3.4 Computational demands and optimization strategies

The Xception-based model, with its deep architecture and multiple layers, is computationally intensive, especially when handling high-resolution MRI images. Key performance metrics include FLOPS and memory usage. To adapt this model for real-time use, several optimizations can be implemented, model quantization reduces operation precision to speed up processing; pruning eliminates non-essential elements to simplify the network; and hardware accelerations like GPUs enhance processing speeds. Additional software strategies like efficient batch processing and parallel computing also boost performance. These adjustments lower computational demands and improve the model's responsiveness, essential for clinical settings where rapid diagnosis is critical.
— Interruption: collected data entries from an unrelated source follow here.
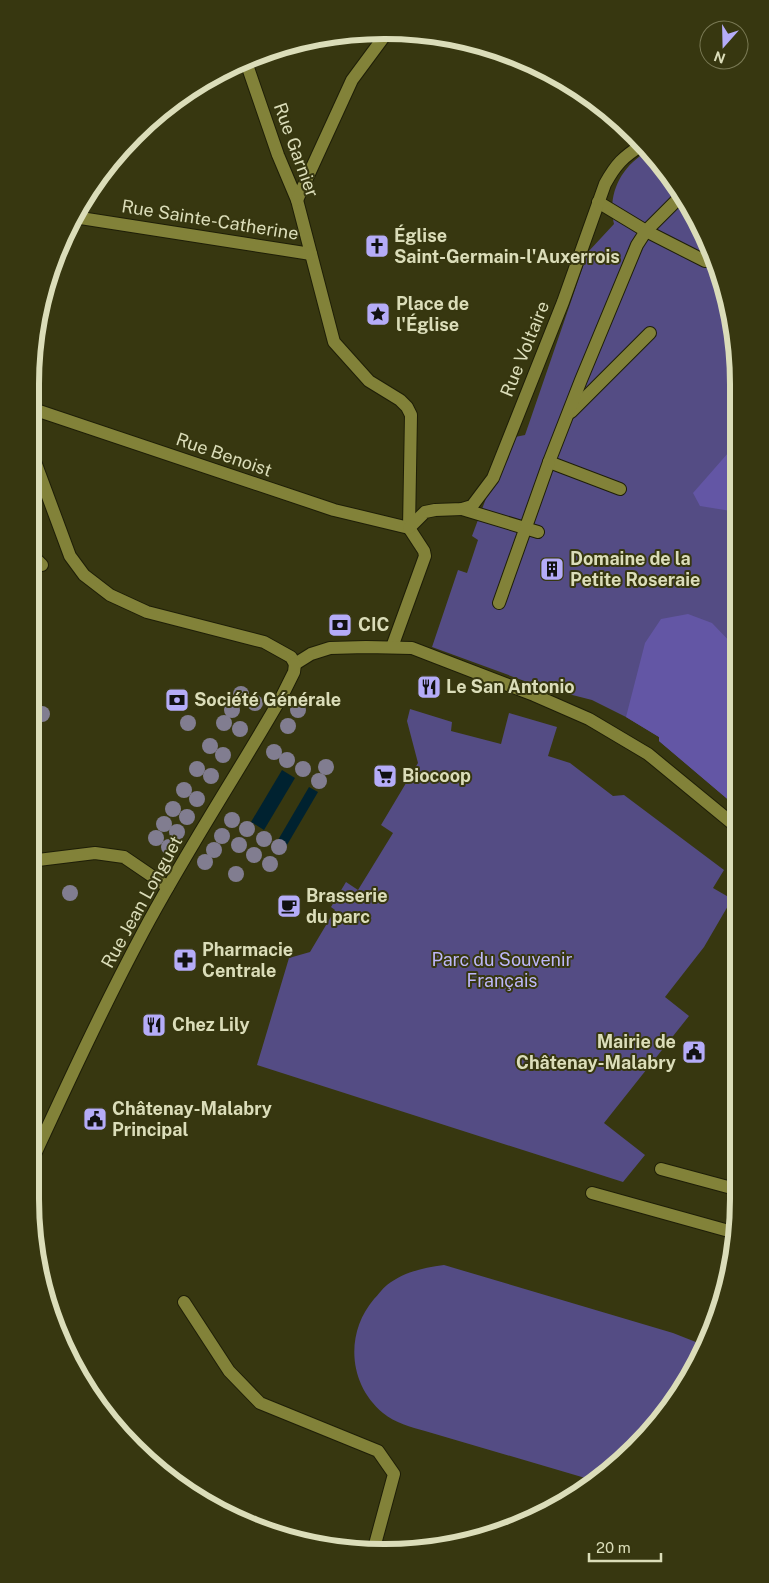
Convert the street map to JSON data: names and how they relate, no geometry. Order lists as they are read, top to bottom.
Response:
{
  "streets": {
    "street": [
      "Rue Garnier",
      "Rue Sainte-Catherine",
      "Rue Voltaire",
      "Rue Benoist",
      "Rue Jean Longuet"
    ]
  },
  "crossings": [
    ["Rue Garnier", "Rue Sainte-Catherine"],
    ["Rue Garnier", "Rue Benoist"]
  ],
  "parks": ["Parc du Souvenir Français"],
  "places": {
    "church": ["Église Saint-Germain-l'Auxerrois"],
    "place": ["Place de l'Église"],
    "building": ["Domaine de la Petite Roseraie"],
    "bank": ["CIC", "Société Générale"],
    "restaurant": ["Le San Antonio", "Chez Lily"],
    "supermarket": ["Biocoop"],
    "cafe": ["Brasserie du parc"],
    "pharmacy": ["Pharmacie Centrale"],
    "public building": ["Mairie de Châtenay-Malabry", "Châtenay-Malabry Principal"]
  },
  "scale_bar": "20 m",
  "north": "bottom"
}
To scale up for larger datasets and real-time data in clinical settings, distributed computing via Apache Spark or TensorFlow Distributed can parallelize MRI data processing, enhancing speed. Cloud platforms like Google Cloud or AWS provide scalable resources to match computational demands. For real-time streaming, optimizing the model architecture for low-latency, using asynchronous loading, and employing techniques like quantization and pruning are crucial. Edge computing places processing closer to data sources, minimizing delays and boosting responsiveness. Strategies like online learning ensure the model adapts continually to new clinical data, maintaining accuracy and relevance.

3.5 Statistical analysis

Following the model's training, it is tested against the unseen test set. It is used to analyze the model's predictive accuracy across the different classes, providing insights into any systematic errors in prediction (24). Equation 16 counts the number of instances where the true label is i and the predicted label is j, for constructing a confusion matrix. Table 3 depicts the number of true positive and false positive rates for each class, evaluating model classification accuracy.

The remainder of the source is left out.